Collaborative Resource Development and Delivery

LREC workshop

Istanbul, Turkey

May 27, 2012

 
 

A confluence of needs and activities points to a new emphasis in computational linguistics to address lexical, propositional, and discourse semantics through corpora. A few examples are:

(1)the demand for high quality linguistic annotations of corpora representing a wide range of phenomena, especially at the semantic level, to support machine learning and computational linguistics research in general;

(2)the demand for high quality annotated corpora representing a broad range of genres that are flexible and extensible as need demands;

(3)the demand for high quality lexical and semantic resources to incorporate into the annotation process, and for the annotation process to produce;

(4)the need for easy-to-use, open access to all of these resources for everyone.

 

The workshop includes a special session devoted to means and considerations for community-based linguistic annotation, with a special emphasis on the collaborative community effort surrounding the Manually Annotated Sub-Corpus (MASC) (http://www.anc.org/MASC).

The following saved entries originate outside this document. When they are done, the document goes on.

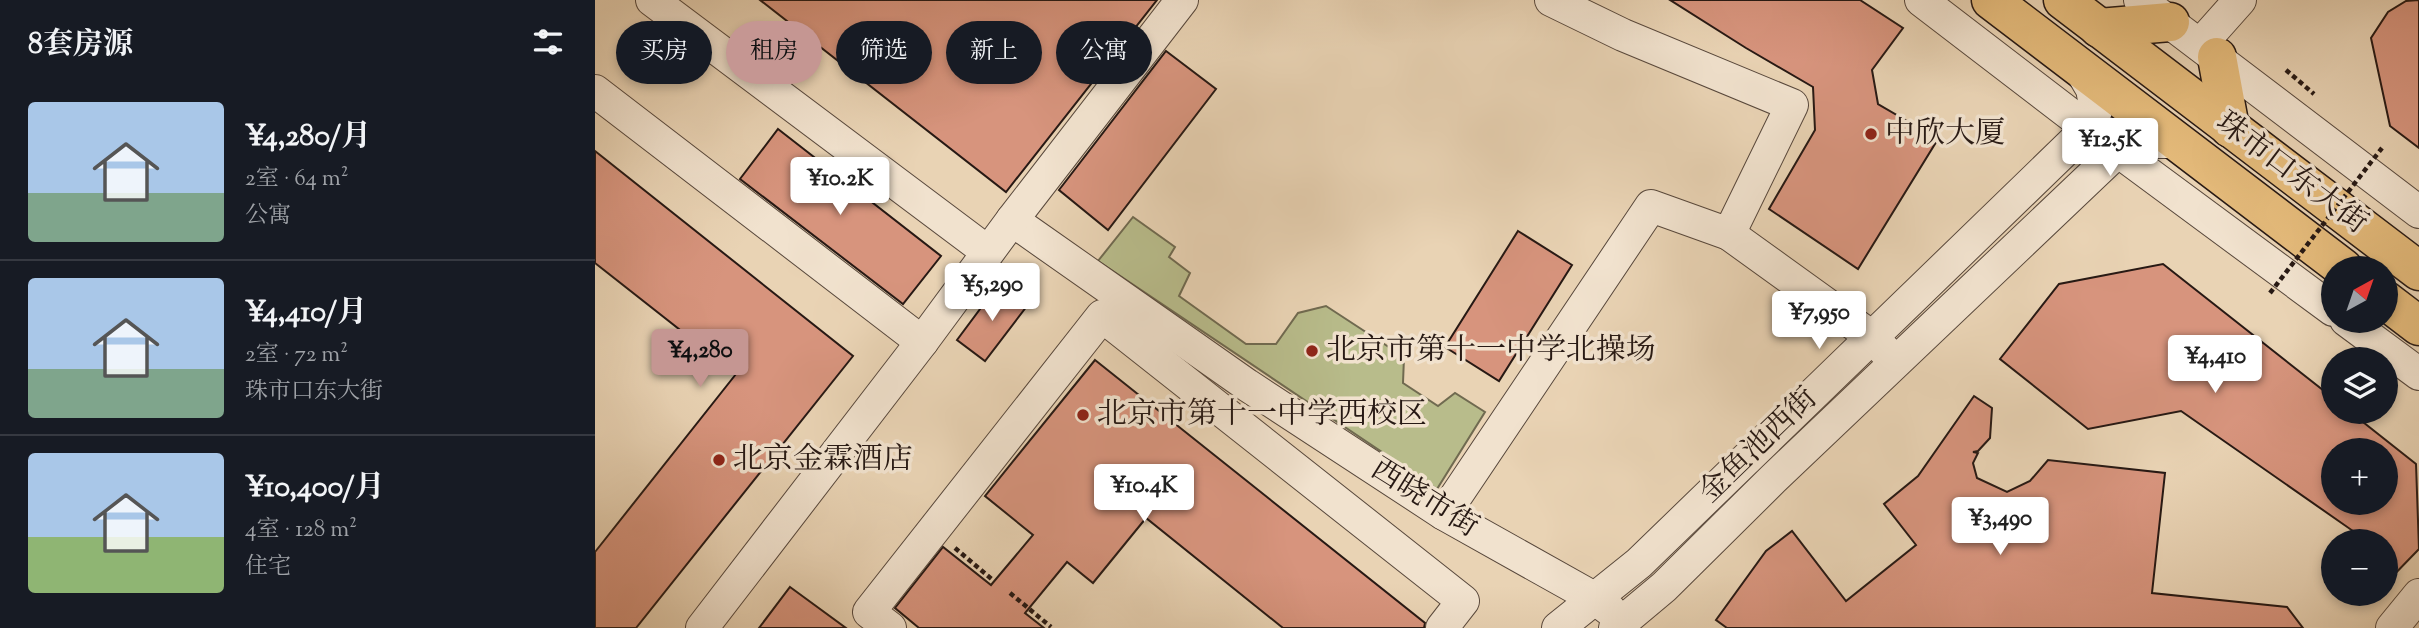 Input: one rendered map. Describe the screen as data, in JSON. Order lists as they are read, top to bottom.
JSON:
{
  "streets": {
    "main road": ["珠市口东大街"],
    "street": ["金鱼池西街", "西晓市街"]
  },
  "crossings": [
    ["珠市口东大街", "金鱼池西街"],
    ["金鱼池西街", "西晓市街"]
  ],
  "places": [
    "中欣大厦",
    "北京市第十一中学北操场",
    "北京市第十一中学西校区",
    "北京金霖酒店"
  ],
  "north": "top right",
  "page": {
    "heading": "8套房源",
    "chip": [
      "买房",
      "租房",
      "筛选",
      "新上",
      "公寓"
    ],
    "list": [
      {
        "name": "¥4,280/月",
        "note": "2室 · 64 m² · 公寓"
      },
      {
        "name": "¥4,410/月",
        "note": "2室 · 72 m² · 珠市口东大街"
      },
      {
        "name": "¥10,400/月",
        "note": "4室 · 128 m² · 住宅"
      }
    ],
    "price": [
      "¥12.5K",
      "¥10.2K",
      "¥5,290",
      "¥7,950",
      "¥4,280",
      "¥4,410",
      "¥10.4K",
      "¥3,490"
    ],
    "map_buttons": ["+", "−"]
  }
}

Such resources can be very costly to produce, due to the need for manual creation or validation to ensure quality. Therefore, to answer the growing need and lower the costs of resource creation and enhancement, there is a movement within the community toward collaborative resource development, including collaborative corpus annotation and collective creation/enhancement of lexical resources and knowledge bases. Collaborative development encompasses both engaging the community in annotation and development of common resources, as well as crowd-sourcing and similar solutions.

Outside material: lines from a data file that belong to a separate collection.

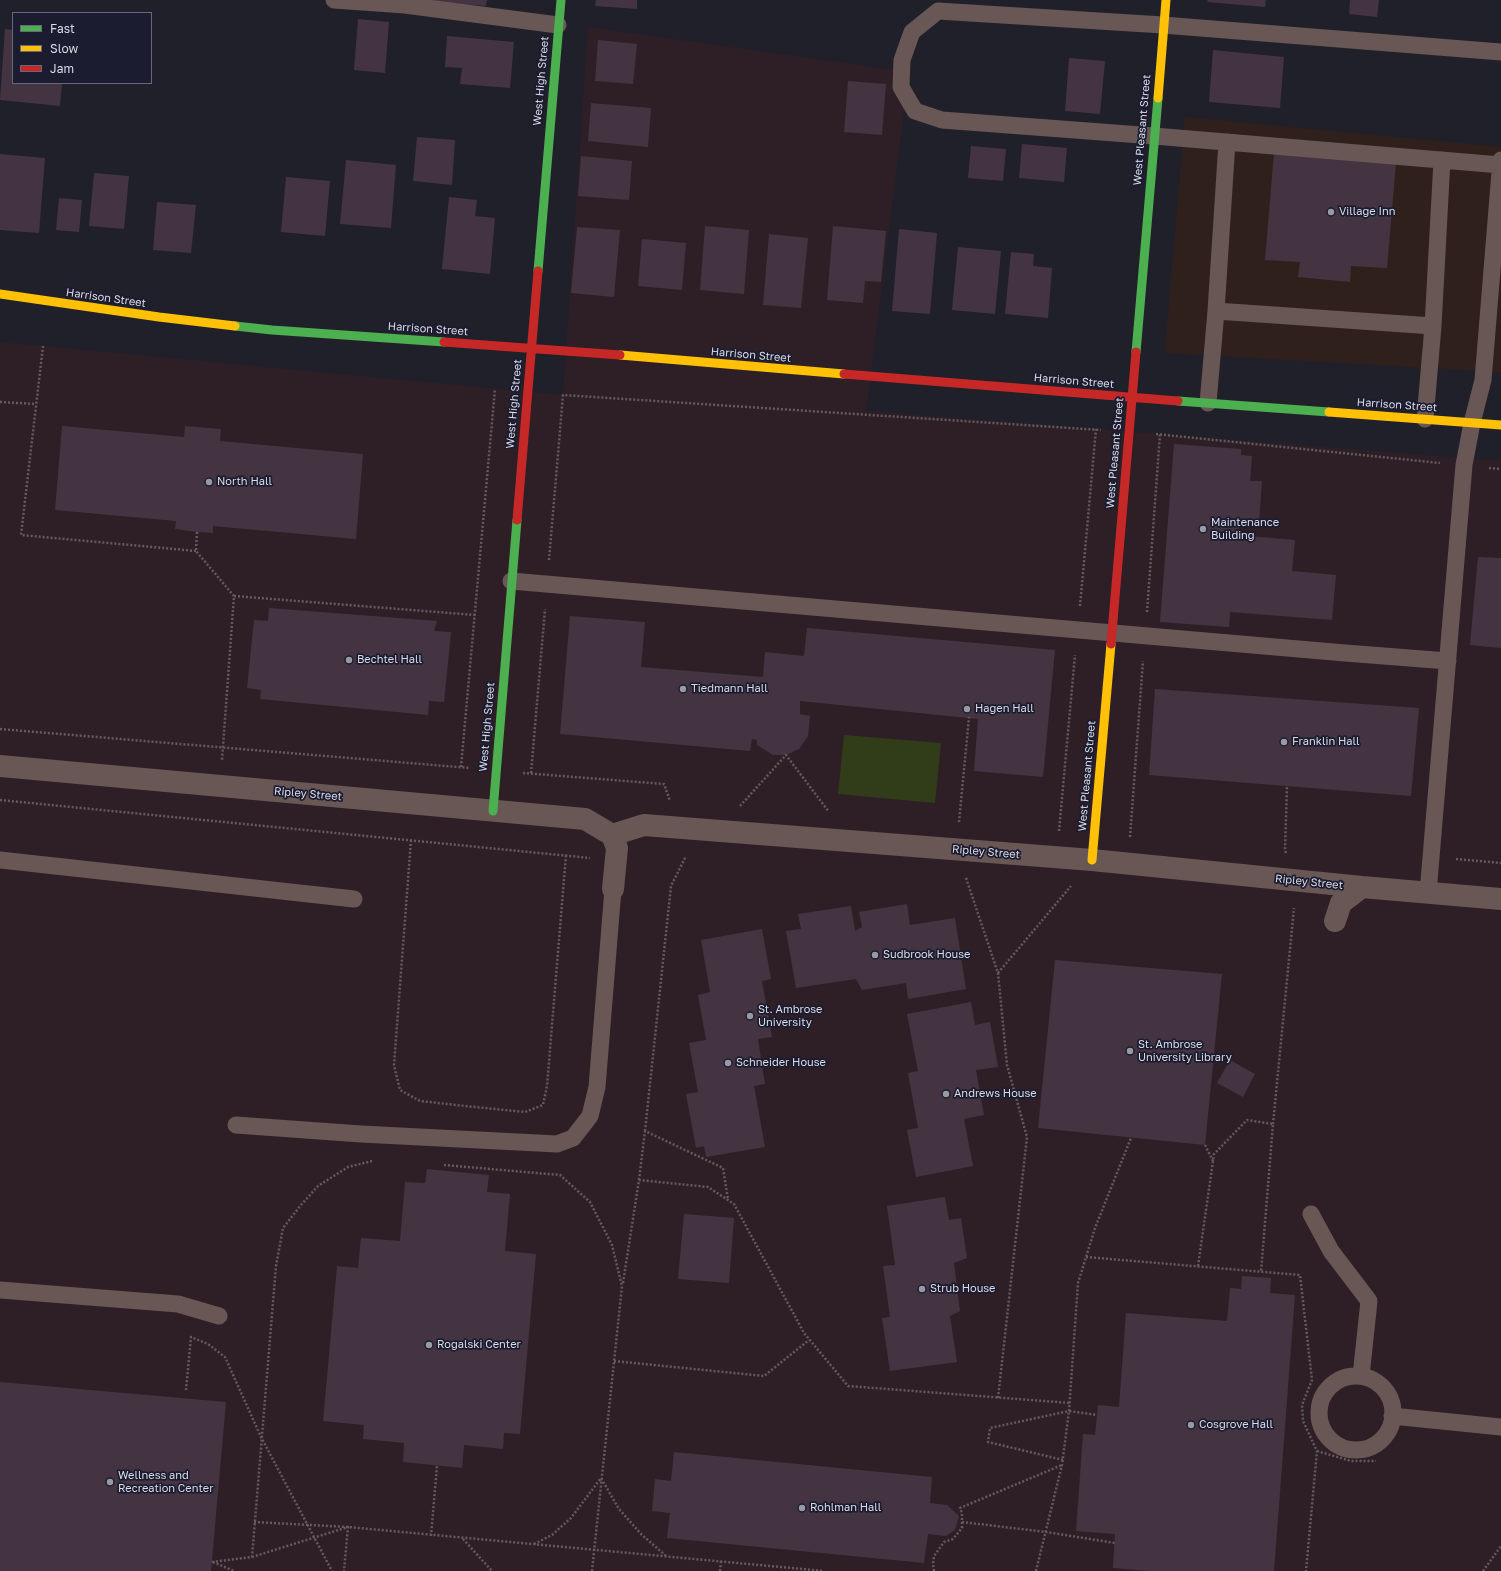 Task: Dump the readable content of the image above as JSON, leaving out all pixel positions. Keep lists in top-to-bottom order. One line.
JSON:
{"streets":{"main road":["West High Street","West Pleasant Street","Harrison Street"],"street":["Ripley Street"]},"crossings":[["West High Street","Harrison Street"],["West High Street","Ripley Street"],["West Pleasant Street","Harrison Street"],["West Pleasant Street","Ripley Street"]],"places":["Village Inn","North Hall","Maintenance Building","Bechtel Hall","Tiedmann Hall","Hagen Hall","Franklin Hall","Sudbrook House","St. Ambrose University","St. Ambrose University Library","Schneider House","Andrews House","Strub House","Rogalski Center","Cosgrove Hall","Wellness and Recreation Center","Rohlman Hall"],"legend":["Fast","Slow","Jam"]} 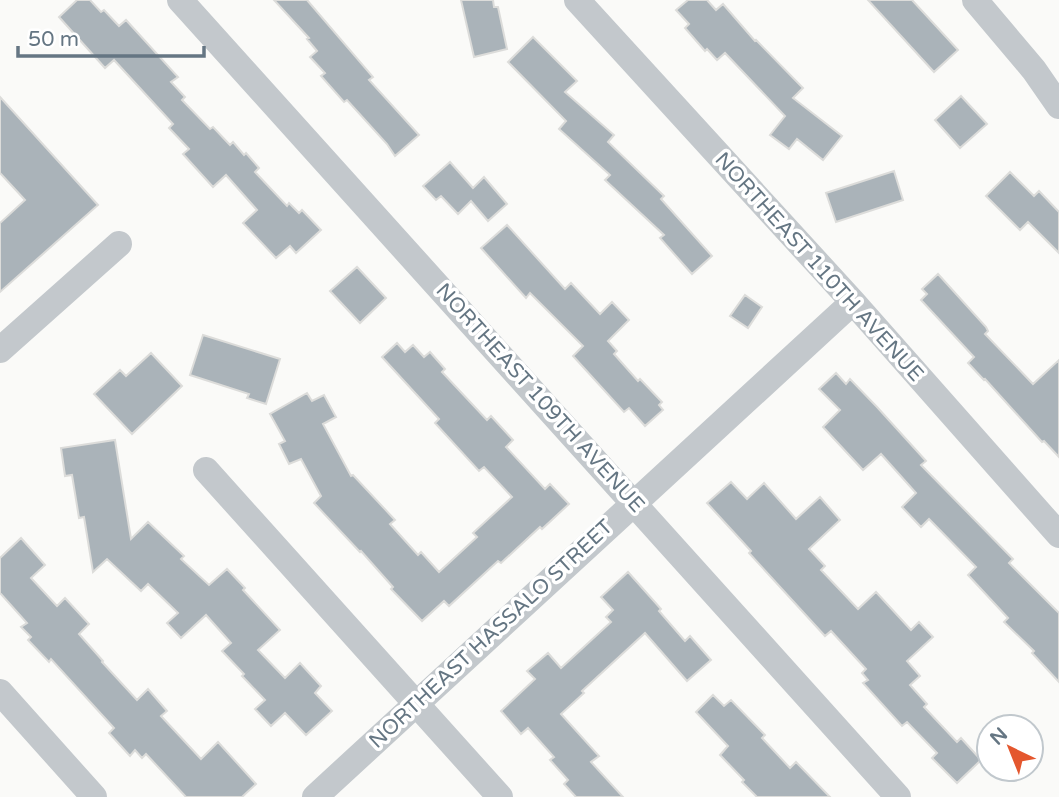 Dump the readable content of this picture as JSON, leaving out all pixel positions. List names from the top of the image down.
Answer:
{
  "streets": {
    "street": ["NORTHEAST 110TH AVENUE", "NORTHEAST 109TH AVENUE", "NORTHEAST HASSALO STREET"]
  },
  "crossings": [
    ["NORTHEAST 110TH AVENUE", "NORTHEAST HASSALO STREET"],
    ["NORTHEAST 109TH AVENUE", "NORTHEAST HASSALO STREET"]
  ],
  "scale_bar": "50 m",
  "north": "top left"
}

Technological advances now enable development of web-based environments for collaborative annotation and enhancement of language resources, including annotated corpora, lexicons, and others; and platforms to support web services that deliver data, annotations, and other resources as well as high-quality automated linguistic annotations of language data. At the same time, crowd sourcing is being explored as a viable means of producing high quality resources.  Given the recent advancements in technology plus novel methods to collect manually annotated data, it is important to develop new methods of quality control, hopefully ones that permit rapid acquisition and sharing of resources. This workshop covers all dimensions of collaborative resource development and delivery, with a specific focus on case studies and lessons learned. Topics include:

•Web services and platforms for collaborative resource development and distribution;

•Crowd sourcing for resource development, including studies of efficacy;

•Strategies and issues for open resource distribution;

•Evaluation of collaboratively developed resources;

•Position papers outlining issues and proposing solutions for community-based collaborative resource development and/ or delivery.